*Records supplied*
----
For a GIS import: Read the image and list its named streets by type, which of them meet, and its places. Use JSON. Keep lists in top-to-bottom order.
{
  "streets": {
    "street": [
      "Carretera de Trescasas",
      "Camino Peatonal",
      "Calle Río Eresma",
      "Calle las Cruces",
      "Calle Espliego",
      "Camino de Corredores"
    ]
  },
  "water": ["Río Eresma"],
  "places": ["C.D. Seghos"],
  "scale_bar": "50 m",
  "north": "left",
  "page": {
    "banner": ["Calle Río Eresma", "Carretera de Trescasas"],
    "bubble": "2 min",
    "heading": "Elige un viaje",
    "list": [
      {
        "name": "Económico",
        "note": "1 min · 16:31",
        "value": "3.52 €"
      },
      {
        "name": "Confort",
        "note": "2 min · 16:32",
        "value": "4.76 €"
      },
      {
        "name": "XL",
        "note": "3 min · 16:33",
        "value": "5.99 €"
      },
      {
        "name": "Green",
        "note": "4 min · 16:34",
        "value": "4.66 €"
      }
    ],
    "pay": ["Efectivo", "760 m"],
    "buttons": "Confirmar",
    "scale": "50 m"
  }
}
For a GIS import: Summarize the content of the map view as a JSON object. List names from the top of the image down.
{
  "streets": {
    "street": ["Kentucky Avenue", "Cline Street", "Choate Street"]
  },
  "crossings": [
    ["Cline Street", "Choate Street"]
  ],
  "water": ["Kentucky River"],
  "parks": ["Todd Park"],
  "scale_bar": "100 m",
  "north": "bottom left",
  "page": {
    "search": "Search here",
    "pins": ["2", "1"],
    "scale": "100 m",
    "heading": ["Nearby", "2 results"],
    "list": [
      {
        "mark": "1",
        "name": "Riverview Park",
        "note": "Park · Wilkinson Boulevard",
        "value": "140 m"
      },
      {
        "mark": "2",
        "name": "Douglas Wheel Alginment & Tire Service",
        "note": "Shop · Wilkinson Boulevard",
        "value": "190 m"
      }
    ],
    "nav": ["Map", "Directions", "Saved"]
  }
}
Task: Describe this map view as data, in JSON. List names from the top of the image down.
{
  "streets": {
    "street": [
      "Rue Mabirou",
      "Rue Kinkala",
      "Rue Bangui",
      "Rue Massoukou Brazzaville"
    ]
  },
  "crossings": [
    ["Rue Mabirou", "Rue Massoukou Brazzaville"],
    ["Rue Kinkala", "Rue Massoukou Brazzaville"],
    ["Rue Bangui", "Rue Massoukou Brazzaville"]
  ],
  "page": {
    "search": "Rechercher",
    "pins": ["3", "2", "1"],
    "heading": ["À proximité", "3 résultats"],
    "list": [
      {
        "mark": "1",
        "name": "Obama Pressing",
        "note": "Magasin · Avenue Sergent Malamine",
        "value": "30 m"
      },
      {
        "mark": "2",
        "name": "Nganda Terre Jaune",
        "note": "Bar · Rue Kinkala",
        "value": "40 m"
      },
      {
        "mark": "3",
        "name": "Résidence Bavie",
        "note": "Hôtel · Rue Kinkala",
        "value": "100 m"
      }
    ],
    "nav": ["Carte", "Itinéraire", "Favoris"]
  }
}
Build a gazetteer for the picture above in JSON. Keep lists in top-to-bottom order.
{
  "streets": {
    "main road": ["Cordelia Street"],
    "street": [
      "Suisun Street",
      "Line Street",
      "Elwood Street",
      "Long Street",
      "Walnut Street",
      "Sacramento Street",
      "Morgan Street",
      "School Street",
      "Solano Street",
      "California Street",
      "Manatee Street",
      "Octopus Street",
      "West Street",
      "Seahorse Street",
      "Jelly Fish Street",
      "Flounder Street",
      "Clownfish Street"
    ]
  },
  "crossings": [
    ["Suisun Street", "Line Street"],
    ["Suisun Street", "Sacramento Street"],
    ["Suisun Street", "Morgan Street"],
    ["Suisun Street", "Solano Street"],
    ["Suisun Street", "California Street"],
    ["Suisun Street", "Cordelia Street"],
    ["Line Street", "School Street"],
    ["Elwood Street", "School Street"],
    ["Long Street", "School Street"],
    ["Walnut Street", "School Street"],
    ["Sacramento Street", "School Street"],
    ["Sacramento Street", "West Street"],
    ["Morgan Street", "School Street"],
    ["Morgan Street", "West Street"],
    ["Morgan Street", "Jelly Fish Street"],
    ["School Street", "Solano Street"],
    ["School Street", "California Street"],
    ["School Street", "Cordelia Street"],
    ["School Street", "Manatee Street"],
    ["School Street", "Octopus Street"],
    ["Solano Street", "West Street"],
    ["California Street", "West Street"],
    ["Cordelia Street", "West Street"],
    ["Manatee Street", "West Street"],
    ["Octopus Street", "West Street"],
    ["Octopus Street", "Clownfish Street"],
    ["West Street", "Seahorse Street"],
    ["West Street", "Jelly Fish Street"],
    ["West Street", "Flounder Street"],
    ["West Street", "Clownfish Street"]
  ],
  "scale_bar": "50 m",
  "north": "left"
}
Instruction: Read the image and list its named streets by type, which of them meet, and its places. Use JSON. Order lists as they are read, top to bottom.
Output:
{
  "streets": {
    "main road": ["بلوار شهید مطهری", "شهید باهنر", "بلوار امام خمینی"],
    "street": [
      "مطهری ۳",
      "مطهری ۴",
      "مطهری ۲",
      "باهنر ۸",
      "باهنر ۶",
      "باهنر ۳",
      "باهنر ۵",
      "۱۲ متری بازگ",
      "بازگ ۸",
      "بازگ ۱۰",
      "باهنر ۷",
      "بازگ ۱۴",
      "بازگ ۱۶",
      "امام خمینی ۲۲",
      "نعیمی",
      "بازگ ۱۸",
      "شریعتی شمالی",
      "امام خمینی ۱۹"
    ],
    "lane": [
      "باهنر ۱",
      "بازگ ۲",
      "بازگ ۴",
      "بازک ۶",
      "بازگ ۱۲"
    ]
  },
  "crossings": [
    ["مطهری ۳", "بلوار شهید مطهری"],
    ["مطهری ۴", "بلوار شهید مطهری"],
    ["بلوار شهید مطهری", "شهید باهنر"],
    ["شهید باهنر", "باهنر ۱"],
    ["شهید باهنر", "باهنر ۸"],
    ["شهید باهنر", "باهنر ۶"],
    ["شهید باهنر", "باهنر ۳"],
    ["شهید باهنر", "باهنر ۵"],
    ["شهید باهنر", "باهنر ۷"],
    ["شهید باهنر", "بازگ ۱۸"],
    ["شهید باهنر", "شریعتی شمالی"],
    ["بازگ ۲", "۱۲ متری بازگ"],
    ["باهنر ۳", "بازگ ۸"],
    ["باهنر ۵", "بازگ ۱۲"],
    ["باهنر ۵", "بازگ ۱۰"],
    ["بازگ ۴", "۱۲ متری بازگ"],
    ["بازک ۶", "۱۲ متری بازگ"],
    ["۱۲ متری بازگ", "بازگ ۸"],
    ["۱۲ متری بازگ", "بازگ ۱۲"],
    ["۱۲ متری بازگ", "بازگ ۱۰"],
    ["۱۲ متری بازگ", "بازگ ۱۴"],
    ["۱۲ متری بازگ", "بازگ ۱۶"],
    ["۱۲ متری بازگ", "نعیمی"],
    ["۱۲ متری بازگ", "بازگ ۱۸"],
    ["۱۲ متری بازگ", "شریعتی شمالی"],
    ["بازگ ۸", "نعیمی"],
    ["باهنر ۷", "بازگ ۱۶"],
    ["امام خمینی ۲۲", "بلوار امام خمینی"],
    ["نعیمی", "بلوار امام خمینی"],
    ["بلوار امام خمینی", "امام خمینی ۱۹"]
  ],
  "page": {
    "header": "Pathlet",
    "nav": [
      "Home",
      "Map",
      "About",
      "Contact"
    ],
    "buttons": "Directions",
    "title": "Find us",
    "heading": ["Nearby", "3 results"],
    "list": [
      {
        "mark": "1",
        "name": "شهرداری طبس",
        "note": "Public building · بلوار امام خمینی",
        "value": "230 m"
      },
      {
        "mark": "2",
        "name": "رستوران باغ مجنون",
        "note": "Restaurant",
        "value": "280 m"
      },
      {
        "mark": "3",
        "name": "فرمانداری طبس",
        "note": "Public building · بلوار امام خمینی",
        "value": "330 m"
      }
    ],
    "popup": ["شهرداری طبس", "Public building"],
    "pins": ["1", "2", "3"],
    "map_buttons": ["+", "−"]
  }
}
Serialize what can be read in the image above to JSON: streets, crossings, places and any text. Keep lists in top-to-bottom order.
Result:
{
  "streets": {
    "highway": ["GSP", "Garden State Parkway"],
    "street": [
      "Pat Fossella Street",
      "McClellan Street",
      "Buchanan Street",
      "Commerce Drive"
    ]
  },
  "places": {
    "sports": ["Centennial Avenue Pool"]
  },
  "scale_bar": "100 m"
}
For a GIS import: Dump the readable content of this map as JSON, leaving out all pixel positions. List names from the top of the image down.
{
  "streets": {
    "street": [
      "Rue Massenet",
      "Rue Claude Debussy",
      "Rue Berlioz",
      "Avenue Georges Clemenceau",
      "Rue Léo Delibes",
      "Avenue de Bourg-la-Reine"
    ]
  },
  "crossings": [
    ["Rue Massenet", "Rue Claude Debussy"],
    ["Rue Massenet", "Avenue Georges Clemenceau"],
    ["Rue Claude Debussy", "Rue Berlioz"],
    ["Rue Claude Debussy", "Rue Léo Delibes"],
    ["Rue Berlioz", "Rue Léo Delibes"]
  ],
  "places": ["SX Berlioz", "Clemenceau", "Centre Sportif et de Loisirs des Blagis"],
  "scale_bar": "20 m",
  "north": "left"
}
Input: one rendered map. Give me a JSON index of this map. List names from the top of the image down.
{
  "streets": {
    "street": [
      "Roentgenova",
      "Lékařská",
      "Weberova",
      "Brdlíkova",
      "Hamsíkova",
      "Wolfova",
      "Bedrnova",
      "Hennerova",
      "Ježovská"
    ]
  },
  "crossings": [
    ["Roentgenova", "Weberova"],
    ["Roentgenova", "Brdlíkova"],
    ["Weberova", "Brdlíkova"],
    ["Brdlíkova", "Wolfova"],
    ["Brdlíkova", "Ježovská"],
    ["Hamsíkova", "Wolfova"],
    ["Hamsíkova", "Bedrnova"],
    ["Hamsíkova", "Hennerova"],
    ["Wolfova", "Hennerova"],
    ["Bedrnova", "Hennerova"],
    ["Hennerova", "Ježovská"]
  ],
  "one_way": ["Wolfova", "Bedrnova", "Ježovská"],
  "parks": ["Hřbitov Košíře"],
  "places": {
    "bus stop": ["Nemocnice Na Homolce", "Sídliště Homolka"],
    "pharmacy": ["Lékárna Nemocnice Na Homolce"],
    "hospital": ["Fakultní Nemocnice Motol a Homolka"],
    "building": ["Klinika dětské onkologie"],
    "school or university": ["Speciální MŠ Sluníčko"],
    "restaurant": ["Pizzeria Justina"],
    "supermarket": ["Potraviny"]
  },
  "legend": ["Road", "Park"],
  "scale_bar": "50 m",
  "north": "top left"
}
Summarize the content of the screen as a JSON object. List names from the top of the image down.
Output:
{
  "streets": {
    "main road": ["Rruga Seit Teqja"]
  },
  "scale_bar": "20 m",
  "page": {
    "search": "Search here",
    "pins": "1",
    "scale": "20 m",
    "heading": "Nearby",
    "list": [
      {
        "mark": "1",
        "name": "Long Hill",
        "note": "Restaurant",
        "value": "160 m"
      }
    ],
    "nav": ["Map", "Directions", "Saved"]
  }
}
----
*Exercise brief*
Check every line of the records, and copy the ones that hold the word "from".

*Reply*
For a GIS import: Summarize the content of the map view as a JSON object. List names from the top of the image down.
Task: Describe this map view as data, in JSON. List names from the top of the image down.
For a GIS import: Dump the readable content of this map as JSON, leaving out all pixel positions. List names from the top of the image down.
Input: one rendered map. Give me a JSON index of this map. List names from the top of the image down.
Summarize the content of the screen as a JSON object. List names from the top of the image down.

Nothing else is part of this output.